[Collected data]
=-=-=-=-=

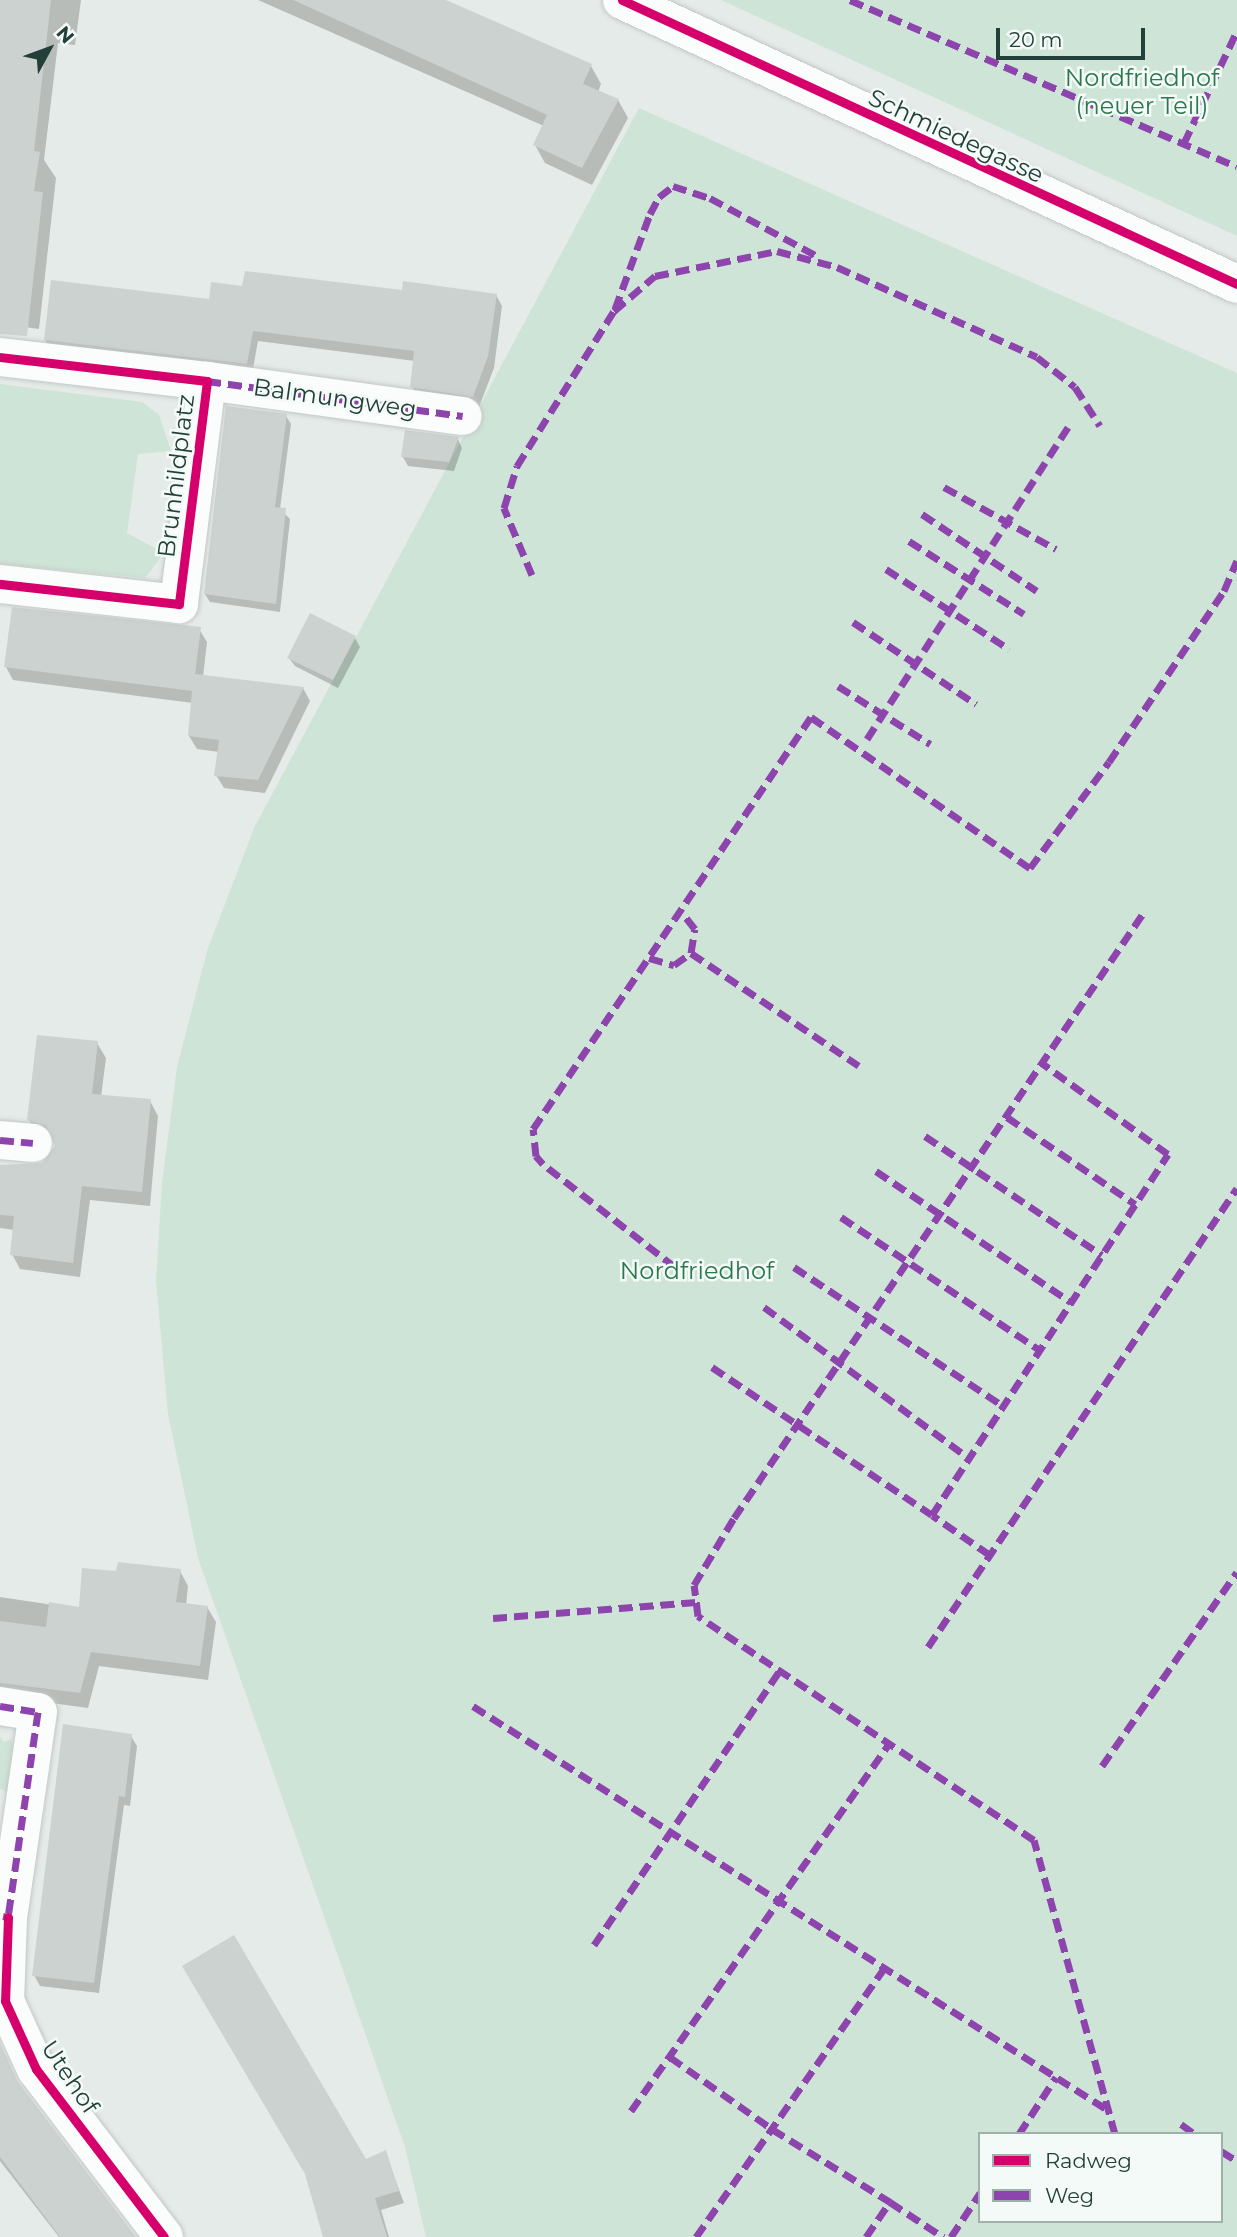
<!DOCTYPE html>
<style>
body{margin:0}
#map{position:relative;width:1237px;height:2237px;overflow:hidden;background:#e5ebe8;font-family:Montserrat,sans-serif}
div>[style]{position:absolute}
.green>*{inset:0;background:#cee4d6}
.shadow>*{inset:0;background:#0003}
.building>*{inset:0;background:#ccd2d0}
.roads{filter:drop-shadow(0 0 2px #c2c8c6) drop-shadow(0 0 2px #c2c8c6)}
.street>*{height:38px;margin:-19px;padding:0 19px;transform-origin:19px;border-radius:19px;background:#fbfcfc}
.secondary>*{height:38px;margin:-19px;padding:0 19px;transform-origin:19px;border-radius:19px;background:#fbfcfc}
.quiet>*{height:7px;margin-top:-3.5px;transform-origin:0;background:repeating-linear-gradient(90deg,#8e44ad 0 14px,transparent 0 21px)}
.cycleway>*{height:9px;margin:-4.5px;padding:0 4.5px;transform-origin:4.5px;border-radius:4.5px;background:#d6006c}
span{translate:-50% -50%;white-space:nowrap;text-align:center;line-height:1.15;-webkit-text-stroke:5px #f4faf7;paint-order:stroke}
.park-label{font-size:24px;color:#2b784c}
.street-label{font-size:24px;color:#224039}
.legend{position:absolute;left:978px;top:2132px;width:245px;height:91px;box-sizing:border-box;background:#f4faf7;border:2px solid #a0b0ab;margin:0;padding:9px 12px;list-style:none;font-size:21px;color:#224039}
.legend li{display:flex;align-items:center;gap:14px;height:35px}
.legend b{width:35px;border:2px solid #a0b0ab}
.north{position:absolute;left:14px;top:14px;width:70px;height:70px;-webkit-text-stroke:5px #f4faf7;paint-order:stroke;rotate:49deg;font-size:19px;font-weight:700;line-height:28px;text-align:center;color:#224039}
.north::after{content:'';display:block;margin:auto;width:24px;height:32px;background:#224039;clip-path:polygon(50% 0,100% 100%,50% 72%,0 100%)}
.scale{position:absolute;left:996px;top:28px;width:149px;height:32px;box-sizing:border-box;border:4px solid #224039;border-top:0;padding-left:9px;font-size:21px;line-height:24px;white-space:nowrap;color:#224039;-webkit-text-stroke:5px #f4faf7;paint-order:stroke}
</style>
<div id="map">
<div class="green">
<div style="clip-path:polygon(721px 0,1237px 0,1237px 236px)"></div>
<div style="clip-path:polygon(evenodd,639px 108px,1237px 373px,1237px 2237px,426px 2237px,405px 2147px,198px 1558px,168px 1414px,156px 1281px,162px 1183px,177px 1067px,207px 951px,254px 828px,639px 108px,980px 2134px,1221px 2134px,1221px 2221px,980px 2221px,980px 2134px)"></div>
<div style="clip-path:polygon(0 384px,142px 402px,159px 415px,171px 451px,138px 454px,127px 533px,164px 553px,145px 578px,0 564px)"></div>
<div style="clip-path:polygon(0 1737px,4px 1742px,11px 1739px,17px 1760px,11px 1793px,0 1789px)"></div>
</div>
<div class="shadow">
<div style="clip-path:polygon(0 0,81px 0,75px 45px,58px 43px,44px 160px,56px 178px,39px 329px,3px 324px,0 318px)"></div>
<div style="clip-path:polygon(258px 0,442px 0,591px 66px,601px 84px,598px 92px,618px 100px,628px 118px,592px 185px,545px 163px,535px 145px,544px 126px)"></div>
<div style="clip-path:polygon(243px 288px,496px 295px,502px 306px,494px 368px,479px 407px,418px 397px,412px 386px,415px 361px,258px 341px,252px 374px,52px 350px,45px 340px,210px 301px)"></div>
<div style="clip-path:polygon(286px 416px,291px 424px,280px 509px,290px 519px,280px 612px,210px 602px,205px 594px)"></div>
<div style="clip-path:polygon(458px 439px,462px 448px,454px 471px,408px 466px,403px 457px)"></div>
<div style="clip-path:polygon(199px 629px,207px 642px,203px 677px,303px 688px,310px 701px,265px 793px,224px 788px,216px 775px,219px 752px,197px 749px,189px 736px,193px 703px,13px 680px,6px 667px)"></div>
<div style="clip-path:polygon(355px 638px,360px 647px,338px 688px,295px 666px,289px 658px)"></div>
<div style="clip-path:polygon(97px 1043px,106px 1058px,101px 1097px,150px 1101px,158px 1116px,150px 1206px,90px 1200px,80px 1277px,20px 1269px,12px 1254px,15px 1230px,0 1228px,0 1166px,44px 1164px,56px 1146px,56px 1140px,38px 1135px,29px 1120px)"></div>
<div style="clip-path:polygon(180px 1571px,188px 1586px,186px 1605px,207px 1607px,216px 1622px,208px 1680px,99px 1666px,88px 1708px,0 1696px,0 1597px,80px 1609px,117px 1573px)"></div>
<div style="clip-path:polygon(131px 1736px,137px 1746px,130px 1806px,124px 1805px,99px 1993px,40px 1986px,34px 1975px)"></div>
<div style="clip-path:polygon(9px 2067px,21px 2089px,134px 2237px,59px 2237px,0 2161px,0 2074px)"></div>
<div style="clip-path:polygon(385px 2152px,404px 2203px,381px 2210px,389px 2237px,324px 2237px,365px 2161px)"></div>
</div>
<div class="building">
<div style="clip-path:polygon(0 0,51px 0,34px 151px,40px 152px,34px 191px,43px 192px,27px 336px,0 334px)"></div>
<div style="clip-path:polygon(293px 0,446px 0,592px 64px,583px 84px,619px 99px,582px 168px,533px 145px,547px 115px)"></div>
<div style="clip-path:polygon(245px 271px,402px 290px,403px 281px,497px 294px,488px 356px,473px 397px,410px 387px,414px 351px,253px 331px,247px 364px,44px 340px,51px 280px,209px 299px,211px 282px,242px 286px)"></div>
<div style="clip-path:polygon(226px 406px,287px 414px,275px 507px,286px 508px,276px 604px,204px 594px)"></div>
<div style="clip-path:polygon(405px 430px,459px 437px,449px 462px,401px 457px)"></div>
<div style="clip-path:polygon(12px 607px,201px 627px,195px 674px,304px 687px,258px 780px,214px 776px,219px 740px,188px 736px,192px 691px,4px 667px)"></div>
<div style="clip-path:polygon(310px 613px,356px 636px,333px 680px,287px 658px)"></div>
<div style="clip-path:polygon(37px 1035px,98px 1041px,92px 1094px,151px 1099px,142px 1192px,82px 1186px,73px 1263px,10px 1255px,14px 1216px,0 1215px,0 1165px,42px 1163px,55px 1146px,46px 1126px,27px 1120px)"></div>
<div style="clip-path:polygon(118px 1562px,181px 1569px,176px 1602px,208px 1606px,200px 1666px,91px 1652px,80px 1693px,0 1683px,0 1621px,46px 1627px,49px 1602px,79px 1607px,82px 1568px,116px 1571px)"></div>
<div style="clip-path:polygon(63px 1724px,132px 1734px,125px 1797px,119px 1796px,94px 1983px,32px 1976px)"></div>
<div style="clip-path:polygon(234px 1935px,366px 2159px,386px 2150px,399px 2191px,375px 2198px,387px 2237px,323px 2237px,305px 2174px,182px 1966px)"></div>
<div style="clip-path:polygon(0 2043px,18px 2082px,136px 2237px,60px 2237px,0 2157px)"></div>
</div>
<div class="roads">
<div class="street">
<div style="left:0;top:357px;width:208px;rotate:6.6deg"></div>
<div style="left:207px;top:381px;width:225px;rotate:97.2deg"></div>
<div style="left:179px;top:604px;width:180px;rotate:-173.6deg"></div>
<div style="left:207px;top:381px;width:258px;rotate:7.8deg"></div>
<div style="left:0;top:1140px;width:33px;rotate:5deg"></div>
<div style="left:0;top:1706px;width:38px;rotate:9deg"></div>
<div style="left:38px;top:1712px;width:207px;rotate:98.3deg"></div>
<div style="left:8px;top:1917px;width:8px;rotate:-173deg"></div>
<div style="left:8px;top:1917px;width:84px;rotate:92deg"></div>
<div style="left:5px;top:2001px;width:75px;rotate:65.5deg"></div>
<div style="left:36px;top:2069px;width:211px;rotate:52.7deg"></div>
</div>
<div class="secondary">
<div style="left:622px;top:0;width:677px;rotate:24.79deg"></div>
</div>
</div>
<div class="quiet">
<div style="left:850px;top:0;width:421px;rotate:23.3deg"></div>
<div style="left:1184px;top:143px;width:124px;rotate:-64.7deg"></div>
<div style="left:615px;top:309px;width:101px;rotate:-69.8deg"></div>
<div style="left:650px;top:214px;width:19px;rotate:-62deg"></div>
<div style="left:659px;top:197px;width:18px;rotate:-38deg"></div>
<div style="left:673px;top:186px;width:39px;rotate:18deg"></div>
<div style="left:710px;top:198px;width:124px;rotate:28.4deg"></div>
<div style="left:207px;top:381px;width:258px;rotate:7.8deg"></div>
<div style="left:944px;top:487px;width:128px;rotate:29deg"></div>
<div style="left:922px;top:514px;width:138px;rotate:33.8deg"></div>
<div style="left:909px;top:541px;width:136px;rotate:32.4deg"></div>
<div style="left:886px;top:569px;width:147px;rotate:33deg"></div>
<div style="left:532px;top:575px;width:73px;rotate:-112.7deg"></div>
<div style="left:504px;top:508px;width:44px;rotate:-72.8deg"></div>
<div style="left:517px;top:466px;width:183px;rotate:-58deg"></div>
<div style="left:614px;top:311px;width:54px;rotate:-40.5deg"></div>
<div style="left:655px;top:276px;width:125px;rotate:-11.6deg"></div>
<div style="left:777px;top:251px;width:62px;rotate:14.9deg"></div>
<div style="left:837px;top:267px;width:219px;rotate:24.2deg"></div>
<div style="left:1037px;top:357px;width:48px;rotate:38.3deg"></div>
<div style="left:1075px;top:387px;width:46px;rotate:57.3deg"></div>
<div style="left:853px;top:622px;width:148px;rotate:33.7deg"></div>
<div style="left:838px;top:686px;width:109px;rotate:32.2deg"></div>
<div style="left:867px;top:739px;width:375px;rotate:-57.2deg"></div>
<div style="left:691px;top:953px;width:202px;rotate:33.9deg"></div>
<div style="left:649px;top:958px;width:26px;rotate:16deg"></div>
<div style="left:674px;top:965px;width:21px;rotate:-35deg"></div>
<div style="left:691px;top:953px;width:24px;rotate:-81deg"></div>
<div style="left:695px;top:929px;width:23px;rotate:-128deg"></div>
<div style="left:1007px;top:1117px;width:155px;rotate:34.2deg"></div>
<div style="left:925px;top:1136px;width:213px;rotate:33.9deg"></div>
<div style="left:0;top:1140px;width:33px;rotate:5deg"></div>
<div style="left:876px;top:1171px;width:235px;rotate:33.9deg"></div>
<div style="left:841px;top:1217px;width:239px;rotate:33.8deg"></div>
<div style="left:675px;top:1267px;width:167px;rotate:-142deg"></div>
<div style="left:543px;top:1164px;width:11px;rotate:-131deg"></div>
<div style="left:536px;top:1156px;width:27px;rotate:-96deg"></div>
<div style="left:533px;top:1129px;width:497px;rotate:-56deg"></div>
<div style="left:811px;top:717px;width:266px;rotate:34.6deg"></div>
<div style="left:1030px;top:868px;width:132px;rotate:-53.3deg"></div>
<div style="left:1109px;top:762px;width:206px;rotate:-56.1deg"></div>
<div style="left:1224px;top:591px;width:33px;rotate:-67deg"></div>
<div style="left:794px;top:1267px;width:251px;rotate:33.6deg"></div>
<div style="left:764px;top:1307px;width:255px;rotate:36.4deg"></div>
<div style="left:712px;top:1367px;width:265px;rotate:33.9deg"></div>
<div style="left:990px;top:1555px;width:70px;rotate:-145.4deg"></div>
<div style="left:932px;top:1515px;width:431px;rotate:-56.8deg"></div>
<div style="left:1168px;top:1154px;width:154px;rotate:-144.2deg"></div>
<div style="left:493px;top:1618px;width:204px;rotate:-4.5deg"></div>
<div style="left:928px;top:1647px;width:553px;rotate:-56.05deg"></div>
<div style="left:0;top:1706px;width:38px;rotate:9deg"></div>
<div style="left:38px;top:1712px;width:207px;rotate:98.3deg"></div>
<div style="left:8px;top:1917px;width:5px;rotate:-169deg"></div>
<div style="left:473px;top:1706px;width:753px;rotate:32.47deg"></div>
<div style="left:1102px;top:1766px;width:236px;rotate:-55.2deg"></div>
<div style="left:594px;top:1945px;width:332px;rotate:-55.9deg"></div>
<div style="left:670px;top:2057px;width:125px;rotate:35.2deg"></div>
<div style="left:772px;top:2129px;width:139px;rotate:31.7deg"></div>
<div style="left:631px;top:2111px;width:450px;rotate:-54.9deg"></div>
<div style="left:1181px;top:2124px;width:17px;rotate:36deg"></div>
<div style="left:1019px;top:2134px;width:68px;rotate:-57deg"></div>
<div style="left:1115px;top:2134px;width:305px;rotate:-105.4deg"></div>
<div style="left:1034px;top:1840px;width:404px;rotate:-146.3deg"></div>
<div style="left:698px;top:1616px;width:31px;rotate:-97deg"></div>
<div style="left:694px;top:1585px;width:78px;rotate:-59.2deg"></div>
<div style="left:734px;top:1518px;width:732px;rotate:-55.92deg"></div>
<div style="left:1221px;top:2151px;width:19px;rotate:32deg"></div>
<div style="left:696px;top:2237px;width:330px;rotate:-55deg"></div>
<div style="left:866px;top:2237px;width:42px;rotate:-55.6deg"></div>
<div style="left:890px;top:2202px;width:64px;rotate:33.4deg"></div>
<div style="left:951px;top:2237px;width:53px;rotate:-56.6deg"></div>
</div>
<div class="cycleway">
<div style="left:622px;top:0;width:677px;rotate:24.79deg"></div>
<div style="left:0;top:357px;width:208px;rotate:6.6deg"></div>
<div style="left:207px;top:381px;width:225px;rotate:97.2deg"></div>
<div style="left:179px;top:604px;width:180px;rotate:-173.6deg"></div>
<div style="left:8px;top:1917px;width:84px;rotate:92deg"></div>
<div style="left:5px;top:2001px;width:75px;rotate:65.5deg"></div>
<div style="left:36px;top:2069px;width:211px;rotate:52.7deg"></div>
</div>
<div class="park-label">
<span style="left:1142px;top:92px">Nordfriedhof<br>(neuer Teil)</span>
<span style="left:697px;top:1271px">Nordfriedhof</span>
</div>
<div class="street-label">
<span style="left:956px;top:136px;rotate:25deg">Schmiedegasse</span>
<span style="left:335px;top:398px;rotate:8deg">Balmungweg</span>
<span style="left:176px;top:476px;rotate:-83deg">Brunhildplatz</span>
<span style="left:70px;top:2077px;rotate:56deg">Utehof</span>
</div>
<ul class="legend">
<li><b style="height:9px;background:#d6006c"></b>Radweg</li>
<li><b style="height:9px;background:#8e44ad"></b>Weg</li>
</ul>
<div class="north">N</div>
<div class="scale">20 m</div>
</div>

=-=-=-=-=

_TRY IT_
Pictures stay out. Print the lines of the records above exactly, from the first through the one with "2px #c2c8c6) drop-shadow(0".

_ANSWER SECTION_
<!DOCTYPE html>
<style>
body{margin:0}
#map{position:relative;width:1237px;height:2237px;overflow:hidden;background:#e5ebe8;font-family:Montserrat,sans-serif}
div>[style]{position:absolute}
.green>*{inset:0;background:#cee4d6}
.shadow>*{inset:0;background:#0003}
.building>*{inset:0;background:#ccd2d0}
.roads{filter:drop-shadow(0 0 2px #c2c8c6) drop-shadow(0 0 2px #c2c8c6)}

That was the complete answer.